▸ **What to produce**: A word-for-word copy of the entries below is required.

Records from a data collection:
-=-=-
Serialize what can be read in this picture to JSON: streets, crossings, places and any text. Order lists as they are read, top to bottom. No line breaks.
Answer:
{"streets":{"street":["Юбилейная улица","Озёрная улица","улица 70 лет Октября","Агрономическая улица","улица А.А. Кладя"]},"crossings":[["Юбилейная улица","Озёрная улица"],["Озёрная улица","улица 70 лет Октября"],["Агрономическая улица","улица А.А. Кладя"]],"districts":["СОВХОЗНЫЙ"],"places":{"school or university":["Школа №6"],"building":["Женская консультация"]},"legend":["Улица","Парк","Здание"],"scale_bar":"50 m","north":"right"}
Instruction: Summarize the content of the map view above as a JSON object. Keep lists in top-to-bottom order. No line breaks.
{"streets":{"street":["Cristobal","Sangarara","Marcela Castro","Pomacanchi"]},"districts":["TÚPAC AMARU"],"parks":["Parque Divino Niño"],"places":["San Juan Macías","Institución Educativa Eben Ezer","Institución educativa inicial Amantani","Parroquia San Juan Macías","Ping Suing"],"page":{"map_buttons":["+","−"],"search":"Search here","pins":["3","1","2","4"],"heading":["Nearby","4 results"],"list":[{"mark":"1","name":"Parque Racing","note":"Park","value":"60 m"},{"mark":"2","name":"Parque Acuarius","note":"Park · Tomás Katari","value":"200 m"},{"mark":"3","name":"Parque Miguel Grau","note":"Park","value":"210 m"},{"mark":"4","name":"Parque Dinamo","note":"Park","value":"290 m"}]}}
-=-=-
▸ **Answer section**:
Serialize what can be read in this picture to JSON: streets, crossings, places and any text. Order lists as they are read, top to bottom. No line breaks.
Answer:
{"streets":{"street":["Юбилейная улица","Озёрная улица","улица 70 лет Октября","Агрономическая улица","улица А.А. Кладя"]},"crossings":[["Юбилейная улица","Озёрная улица"],["Озёрная улица","улица 70 лет Октября"],["Агрономическая улица","улица А.А. Кладя"]],"districts":["СОВХОЗНЫЙ"],"places":{"school or university":["Школа №6"],"building":["Женская консультация"]},"legend":["Улица","Парк","Здание"],"scale_bar":"50 m","north":"right"}
Instruction: Summarize the content of the map view above as a JSON object. Keep lists in top-to-bottom order. No line breaks.
{"streets":{"street":["Cristobal","Sangarara","Marcela Castro","Pomacanchi"]},"districts":["TÚPAC AMARU"],"parks":["Parque Divino Niño"],"places":["San Juan Macías","Institución Educativa Eben Ezer","Institución educativa inicial Amantani","Parroquia San Juan Macías","Ping Suing"],"page":{"map_buttons":["+","−"],"search":"Search here","pins":["3","1","2","4"],"heading":["Nearby","4 results"],"list":[{"mark":"1","name":"Parque Racing","note":"Park","value":"60 m"},{"mark":"2","name":"Parque Acuarius","note":"Park · Tomás Katari","value":"200 m"},{"mark":"3","name":"Parque Miguel Grau","note":"Park","value":"210 m"},{"mark":"4","name":"Parque Dinamo","note":"Park","value":"290 m"}]}}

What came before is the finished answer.